Mark Block completes a stair climb. The Ankeny, Iowa, man will tackle Trek Up the Tower on Feb. 16. It will be his second time at the event.

Mark Block’s voice echoed through the stairwell.

“I feel alive! Oh, so alive!”

Trekking up Omaha’s tallest building was a win for the Ankeny, Iowa, man.

Last year, Block was back in the city for the first time since suffering his second spinal cord injury. Before the 2009 accident, he was prepping for a work trip to the Omaha area.

“It was like a victory lap,” Block said. “I got hurt and I was down, but now I’m back. Tragedies can turn into triumphs, and that’s what happened that day.”
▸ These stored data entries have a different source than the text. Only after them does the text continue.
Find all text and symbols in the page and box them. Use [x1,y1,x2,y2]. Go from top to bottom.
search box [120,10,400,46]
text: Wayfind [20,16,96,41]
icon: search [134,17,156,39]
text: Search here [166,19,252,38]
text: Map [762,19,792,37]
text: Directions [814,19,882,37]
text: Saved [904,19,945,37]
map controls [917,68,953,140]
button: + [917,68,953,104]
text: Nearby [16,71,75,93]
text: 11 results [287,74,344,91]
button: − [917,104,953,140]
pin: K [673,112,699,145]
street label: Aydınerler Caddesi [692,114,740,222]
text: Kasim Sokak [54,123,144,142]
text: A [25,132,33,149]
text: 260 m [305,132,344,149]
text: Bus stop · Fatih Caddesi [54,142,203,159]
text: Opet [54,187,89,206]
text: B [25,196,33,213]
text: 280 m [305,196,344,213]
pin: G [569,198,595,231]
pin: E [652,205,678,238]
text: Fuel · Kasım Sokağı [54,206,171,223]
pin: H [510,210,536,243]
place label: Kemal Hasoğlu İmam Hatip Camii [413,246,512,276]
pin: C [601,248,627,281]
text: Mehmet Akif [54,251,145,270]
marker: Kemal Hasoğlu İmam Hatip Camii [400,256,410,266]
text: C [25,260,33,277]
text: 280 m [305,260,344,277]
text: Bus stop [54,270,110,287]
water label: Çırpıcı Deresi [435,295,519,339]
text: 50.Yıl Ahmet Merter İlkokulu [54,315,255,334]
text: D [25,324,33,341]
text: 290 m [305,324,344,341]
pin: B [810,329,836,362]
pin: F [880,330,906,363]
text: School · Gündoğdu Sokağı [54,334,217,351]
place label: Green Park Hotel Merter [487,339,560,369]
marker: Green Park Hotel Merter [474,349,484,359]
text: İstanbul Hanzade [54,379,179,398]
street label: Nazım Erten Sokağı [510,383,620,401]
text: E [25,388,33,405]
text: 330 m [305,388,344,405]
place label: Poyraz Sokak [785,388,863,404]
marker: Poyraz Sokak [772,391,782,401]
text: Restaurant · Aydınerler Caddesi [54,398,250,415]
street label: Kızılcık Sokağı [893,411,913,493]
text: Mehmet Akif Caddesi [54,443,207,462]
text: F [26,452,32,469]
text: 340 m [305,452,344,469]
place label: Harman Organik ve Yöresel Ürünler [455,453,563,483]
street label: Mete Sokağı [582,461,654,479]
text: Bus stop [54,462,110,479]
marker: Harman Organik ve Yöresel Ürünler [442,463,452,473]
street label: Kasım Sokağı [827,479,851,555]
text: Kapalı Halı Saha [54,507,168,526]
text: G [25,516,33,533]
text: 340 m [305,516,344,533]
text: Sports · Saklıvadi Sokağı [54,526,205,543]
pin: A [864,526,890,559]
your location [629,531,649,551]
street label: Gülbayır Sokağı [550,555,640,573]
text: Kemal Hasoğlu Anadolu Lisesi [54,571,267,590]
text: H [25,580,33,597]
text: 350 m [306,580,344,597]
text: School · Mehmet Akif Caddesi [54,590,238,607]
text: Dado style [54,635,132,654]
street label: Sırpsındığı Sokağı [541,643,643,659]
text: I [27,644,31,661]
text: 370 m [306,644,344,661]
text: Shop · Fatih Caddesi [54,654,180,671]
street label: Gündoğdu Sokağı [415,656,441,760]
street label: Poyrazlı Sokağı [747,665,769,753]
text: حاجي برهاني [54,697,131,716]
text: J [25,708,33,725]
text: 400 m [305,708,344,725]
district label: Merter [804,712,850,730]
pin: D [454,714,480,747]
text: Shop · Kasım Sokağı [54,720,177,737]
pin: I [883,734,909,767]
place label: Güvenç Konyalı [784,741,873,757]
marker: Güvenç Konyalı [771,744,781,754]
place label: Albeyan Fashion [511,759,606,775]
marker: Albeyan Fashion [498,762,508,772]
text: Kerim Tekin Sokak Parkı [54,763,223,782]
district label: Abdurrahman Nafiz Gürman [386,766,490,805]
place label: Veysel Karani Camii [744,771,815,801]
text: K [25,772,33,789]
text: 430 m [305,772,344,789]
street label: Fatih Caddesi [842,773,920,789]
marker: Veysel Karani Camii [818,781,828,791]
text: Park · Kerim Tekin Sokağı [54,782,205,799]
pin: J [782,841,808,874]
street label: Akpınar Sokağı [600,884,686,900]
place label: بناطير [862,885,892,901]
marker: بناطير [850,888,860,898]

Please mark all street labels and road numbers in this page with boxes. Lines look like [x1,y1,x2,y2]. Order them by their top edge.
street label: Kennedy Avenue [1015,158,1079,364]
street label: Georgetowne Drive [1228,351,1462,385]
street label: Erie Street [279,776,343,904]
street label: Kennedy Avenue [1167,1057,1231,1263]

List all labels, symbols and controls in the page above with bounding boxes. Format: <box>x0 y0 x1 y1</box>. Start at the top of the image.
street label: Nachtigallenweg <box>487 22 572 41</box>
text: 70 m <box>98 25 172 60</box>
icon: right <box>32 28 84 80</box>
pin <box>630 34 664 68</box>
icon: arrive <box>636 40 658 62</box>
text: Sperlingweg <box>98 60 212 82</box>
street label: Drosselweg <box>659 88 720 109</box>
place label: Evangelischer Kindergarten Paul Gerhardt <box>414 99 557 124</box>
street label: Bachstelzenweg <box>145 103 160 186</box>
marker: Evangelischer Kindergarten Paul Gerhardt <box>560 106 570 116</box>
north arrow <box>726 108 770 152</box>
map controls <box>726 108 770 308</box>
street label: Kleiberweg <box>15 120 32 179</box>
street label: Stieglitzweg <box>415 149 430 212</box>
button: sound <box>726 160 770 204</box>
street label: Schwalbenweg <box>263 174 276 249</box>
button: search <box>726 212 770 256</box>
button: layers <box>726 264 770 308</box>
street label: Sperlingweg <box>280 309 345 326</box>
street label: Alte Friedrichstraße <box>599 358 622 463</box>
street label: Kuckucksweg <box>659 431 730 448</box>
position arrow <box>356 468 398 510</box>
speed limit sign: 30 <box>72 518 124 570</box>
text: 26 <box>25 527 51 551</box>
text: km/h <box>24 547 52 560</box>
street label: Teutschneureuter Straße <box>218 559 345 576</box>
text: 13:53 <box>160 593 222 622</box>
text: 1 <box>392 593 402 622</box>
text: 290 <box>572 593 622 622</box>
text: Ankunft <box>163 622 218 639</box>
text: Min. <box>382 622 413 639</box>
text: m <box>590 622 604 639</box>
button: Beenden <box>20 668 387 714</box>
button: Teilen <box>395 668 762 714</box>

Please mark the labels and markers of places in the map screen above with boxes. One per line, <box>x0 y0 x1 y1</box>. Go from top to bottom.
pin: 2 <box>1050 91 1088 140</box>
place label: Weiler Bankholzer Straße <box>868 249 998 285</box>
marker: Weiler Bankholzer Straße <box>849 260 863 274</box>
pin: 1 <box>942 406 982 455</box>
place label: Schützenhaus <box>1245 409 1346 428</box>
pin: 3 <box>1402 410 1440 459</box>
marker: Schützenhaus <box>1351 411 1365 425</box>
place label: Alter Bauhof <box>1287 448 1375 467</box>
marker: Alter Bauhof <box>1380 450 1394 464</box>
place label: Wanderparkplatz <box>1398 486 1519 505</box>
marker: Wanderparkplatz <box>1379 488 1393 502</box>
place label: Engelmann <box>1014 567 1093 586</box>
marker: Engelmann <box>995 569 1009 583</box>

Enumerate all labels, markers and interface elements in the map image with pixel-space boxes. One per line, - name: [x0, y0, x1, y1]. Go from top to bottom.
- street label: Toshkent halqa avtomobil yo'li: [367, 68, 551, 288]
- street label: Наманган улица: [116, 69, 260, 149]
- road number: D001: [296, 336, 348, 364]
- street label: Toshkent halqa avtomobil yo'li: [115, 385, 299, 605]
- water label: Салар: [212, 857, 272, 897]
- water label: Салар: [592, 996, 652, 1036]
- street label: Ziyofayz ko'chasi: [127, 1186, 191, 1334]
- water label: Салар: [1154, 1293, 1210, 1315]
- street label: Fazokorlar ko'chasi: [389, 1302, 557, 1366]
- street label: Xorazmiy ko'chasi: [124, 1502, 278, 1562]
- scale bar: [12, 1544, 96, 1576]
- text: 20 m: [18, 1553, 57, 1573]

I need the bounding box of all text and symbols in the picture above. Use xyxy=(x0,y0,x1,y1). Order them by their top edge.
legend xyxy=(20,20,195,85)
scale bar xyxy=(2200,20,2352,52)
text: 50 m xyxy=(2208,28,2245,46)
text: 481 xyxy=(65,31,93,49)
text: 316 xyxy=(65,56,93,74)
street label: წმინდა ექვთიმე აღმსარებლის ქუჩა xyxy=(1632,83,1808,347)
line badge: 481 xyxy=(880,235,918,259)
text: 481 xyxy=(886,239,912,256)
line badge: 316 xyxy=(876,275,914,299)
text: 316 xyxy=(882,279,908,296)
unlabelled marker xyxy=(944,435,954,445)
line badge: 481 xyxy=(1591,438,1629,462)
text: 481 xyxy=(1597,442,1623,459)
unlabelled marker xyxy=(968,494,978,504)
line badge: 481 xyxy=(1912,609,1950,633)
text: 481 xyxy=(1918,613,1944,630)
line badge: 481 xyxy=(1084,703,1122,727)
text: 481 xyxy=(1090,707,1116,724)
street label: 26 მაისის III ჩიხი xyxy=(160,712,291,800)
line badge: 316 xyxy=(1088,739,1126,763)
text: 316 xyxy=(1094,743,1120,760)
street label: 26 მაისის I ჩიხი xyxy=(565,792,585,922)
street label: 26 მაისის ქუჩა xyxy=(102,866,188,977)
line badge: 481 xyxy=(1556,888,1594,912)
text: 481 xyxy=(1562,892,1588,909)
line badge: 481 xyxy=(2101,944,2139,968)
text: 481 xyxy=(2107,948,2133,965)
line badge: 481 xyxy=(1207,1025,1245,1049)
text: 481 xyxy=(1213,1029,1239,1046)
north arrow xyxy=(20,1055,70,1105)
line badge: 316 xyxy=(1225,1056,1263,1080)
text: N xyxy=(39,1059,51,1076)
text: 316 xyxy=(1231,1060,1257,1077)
Block will be back at the First National Tower this month for a second go at climbing the 45-story building. He won’t just climb it once. He will attempt to climb a vertical mile, which means stomping up the tower 10 1/3 times.

Block, 53, will sport a wrap below his left knee that helps stimulate his muscles. His right hand will grip the railing. And he will move his feet one at a time. Left. Right. Left. Right. If he loses focus, he will fall.

Organizers expect between 1,700 and 2,000 people to tackle the downtown Omaha tower’s 45 floors. The trek sees a mix of average athletes and elite climbers. For many, it’s a symbol of what they can accomplish.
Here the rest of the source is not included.